CDU setzt auf Reziprozität im China-Handel, Mineralienzugang, faire Rahmenbedingungen🌐🤝⚡

Bundeskanzler Friedrich Merz fordert in seiner Regierungserklärung ein neues europäisches Selbstbewusstsein, und die CDU-geführte Bundesregierung setzt darauf, Wettbewerbsfähigkeit, Sicherheit und spürbaren Bürokratieabbau zu stärken. Wirtschaftsministerin Katherina Reiche reist mit einer hochrangigen Delegation nach Peking, um das Gespräch mit China zu suchen – aber zu klaren Bedingungen, denn Reziprozität bei Marktzugang und Wettbewerbsbedingungen soll auf beiden Seiten gelten.
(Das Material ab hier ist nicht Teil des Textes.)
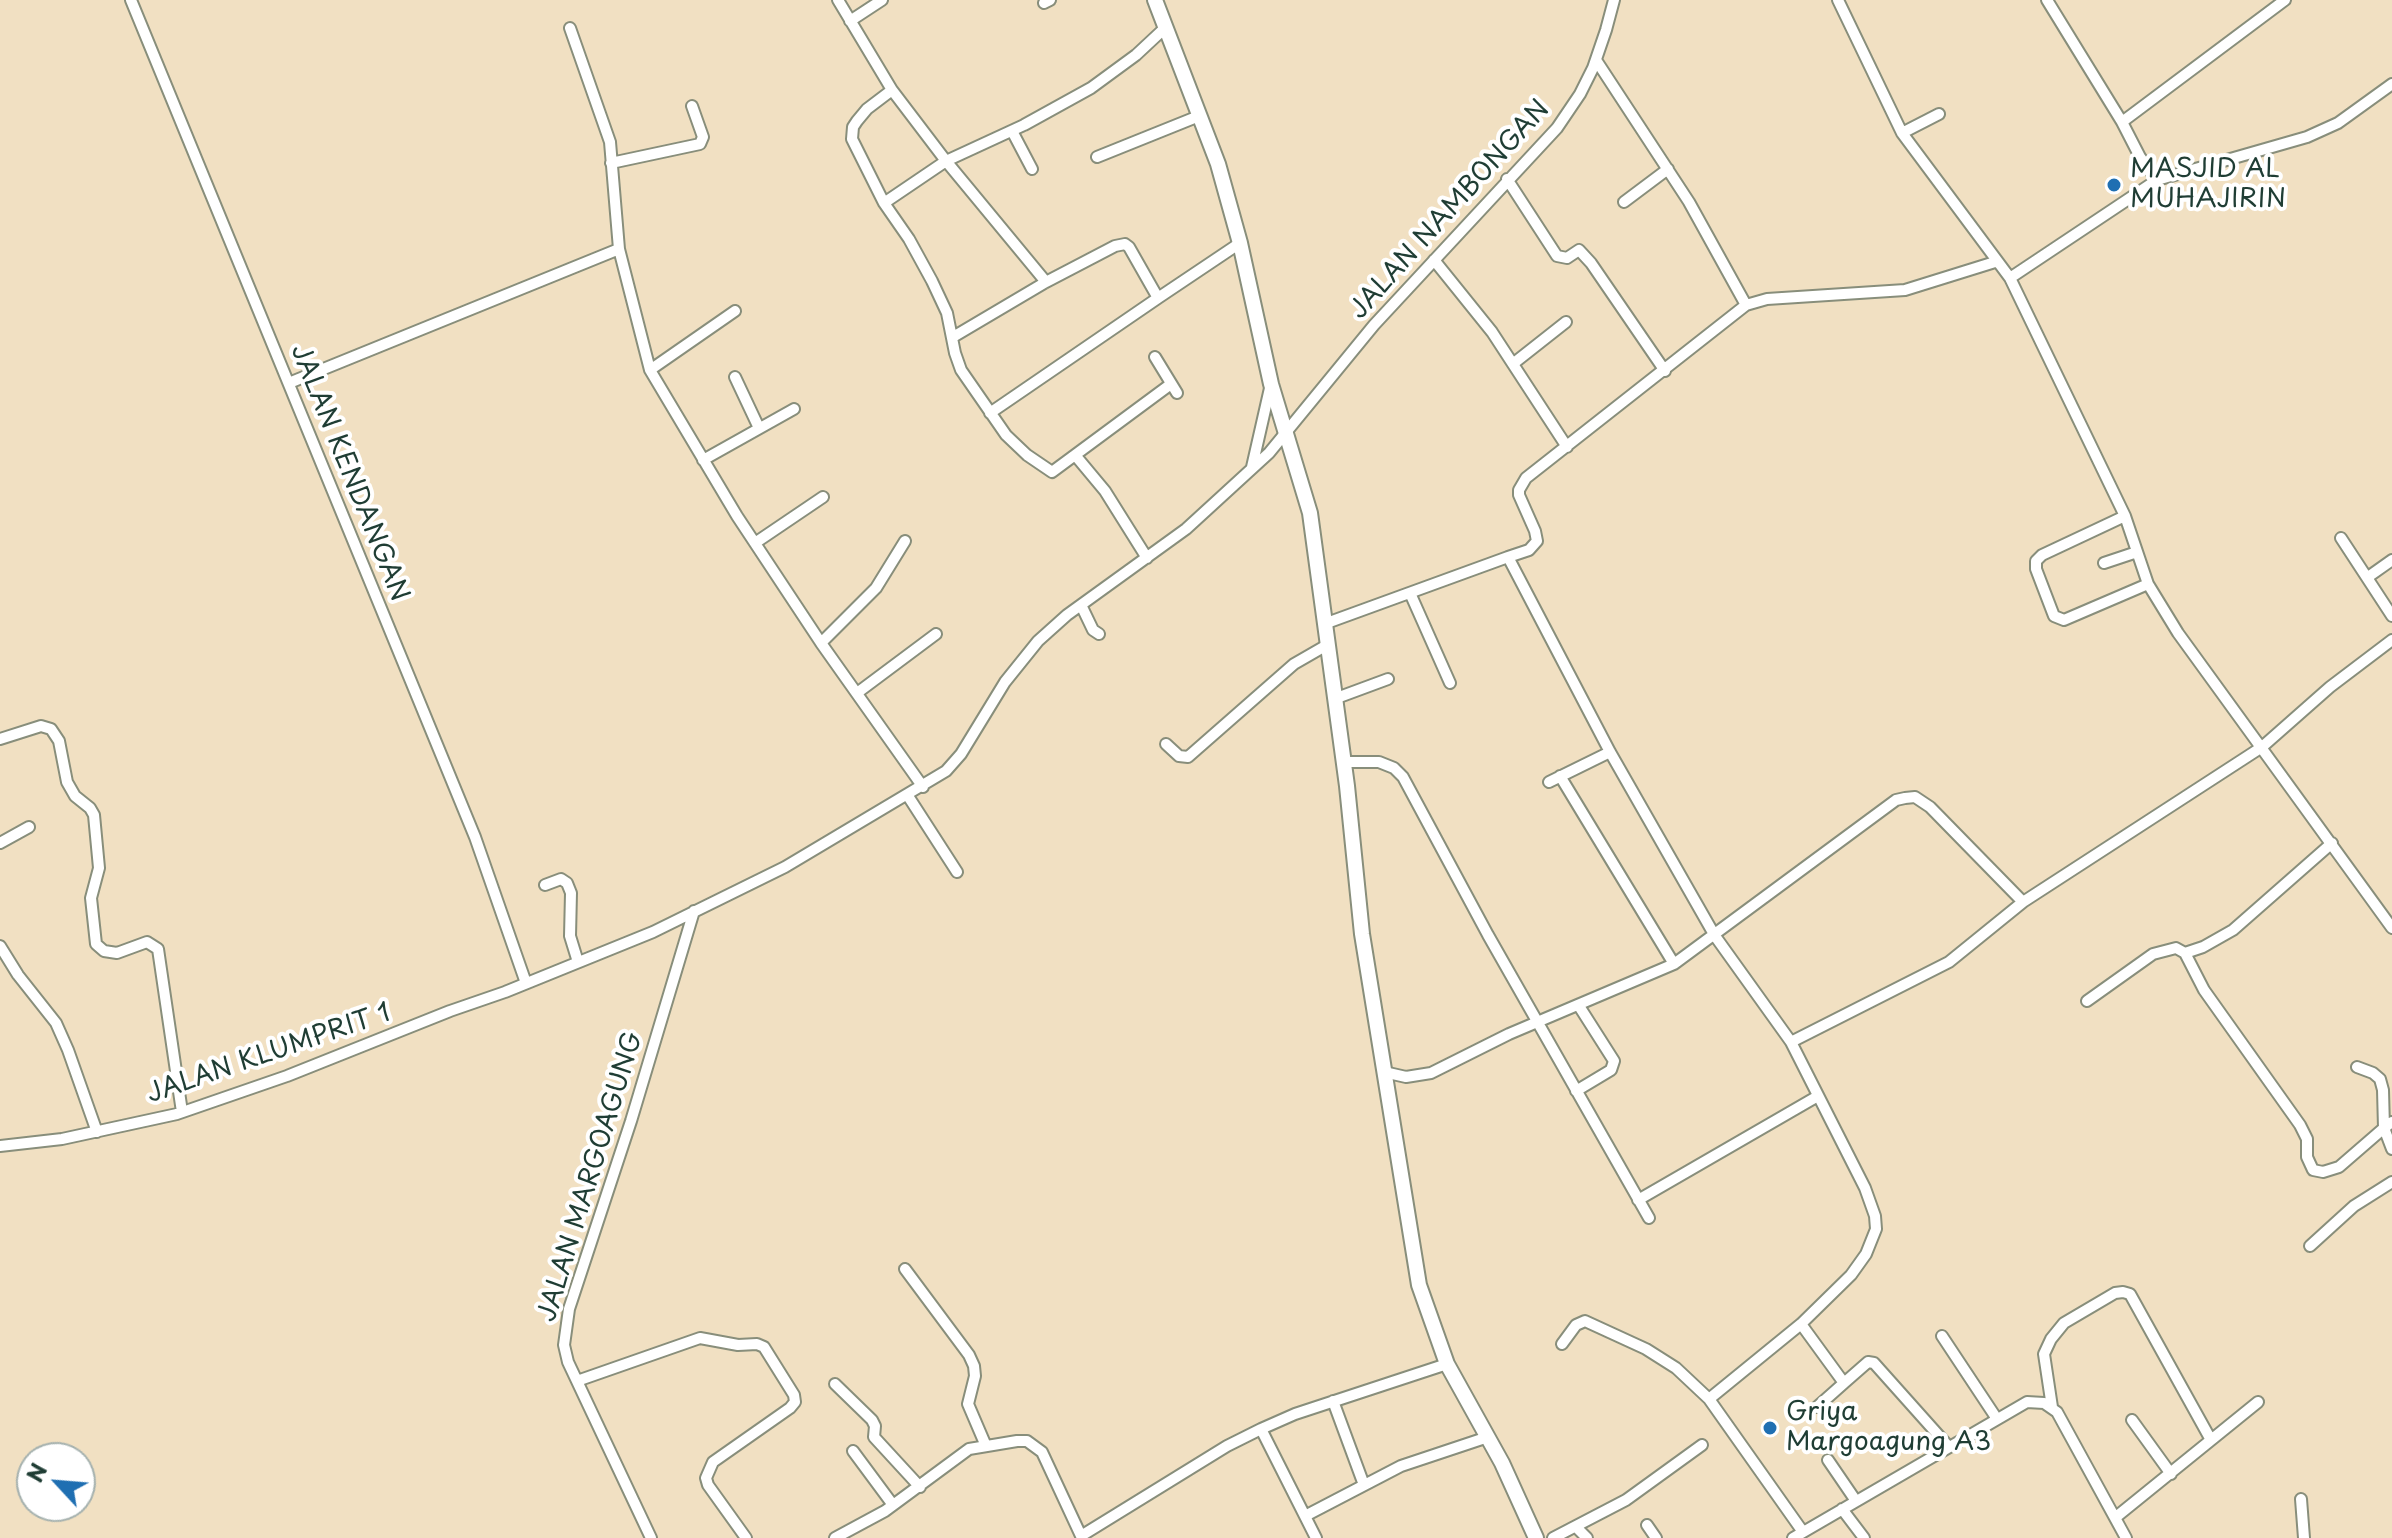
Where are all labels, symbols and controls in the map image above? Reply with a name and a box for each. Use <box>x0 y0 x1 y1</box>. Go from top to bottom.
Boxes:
street label: JALAN NAMBONGAN <box>1344 94 1556 326</box>
place label: MASJID AL MUHAJIRIN <box>2130 154 2286 216</box>
marker: MASJID AL MUHAJIRIN <box>2105 176 2123 194</box>
street label: JALAN KENDANGAN <box>283 340 415 606</box>
street label: JALAN KLUMPRIT 1 <box>143 998 395 1110</box>
street label: JALAN MARGOAGUNG <box>532 1028 650 1326</box>
place label: Griya Margoagung A3 <box>1786 1397 1991 1458</box>
marker: Griya Margoagung A3 <box>1761 1419 1779 1437</box>
north arrow <box>16 1442 96 1522</box>
text: N <box>17 1457 54 1487</box>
In Gesprächen mit Chinas Handelsminister Wang Wentao und Vize-Ministerpräsident He Lifeng macht Reiche deutlich, dass Deutschland Zugang zu kritischen Mineralien und seltenen Erden braucht, um moderne Technologien zu ermöglichen. China wird als wichtiger Handelspartner anerkannt; chinesische Investitionen in Deutschland sind willkommen, doch Deutschland sei kein Standort für beliebige Fertigung, entscheidend seien Innovation, Fertigungstiefe und langfristige, investitionsfreundliche Partnerschaften. Die Kooperation mit China soll offen bleiben, ohne naive Zugeständnisse, und die Grundlage ist Offenheit, Wettbewerb und gegenseitiger Nutzen. Insgesamt fordert die CDU faire Rahmenbedingungen, bezahlbare Energie, weniger Bürokratie und nachhaltiges Wachstum.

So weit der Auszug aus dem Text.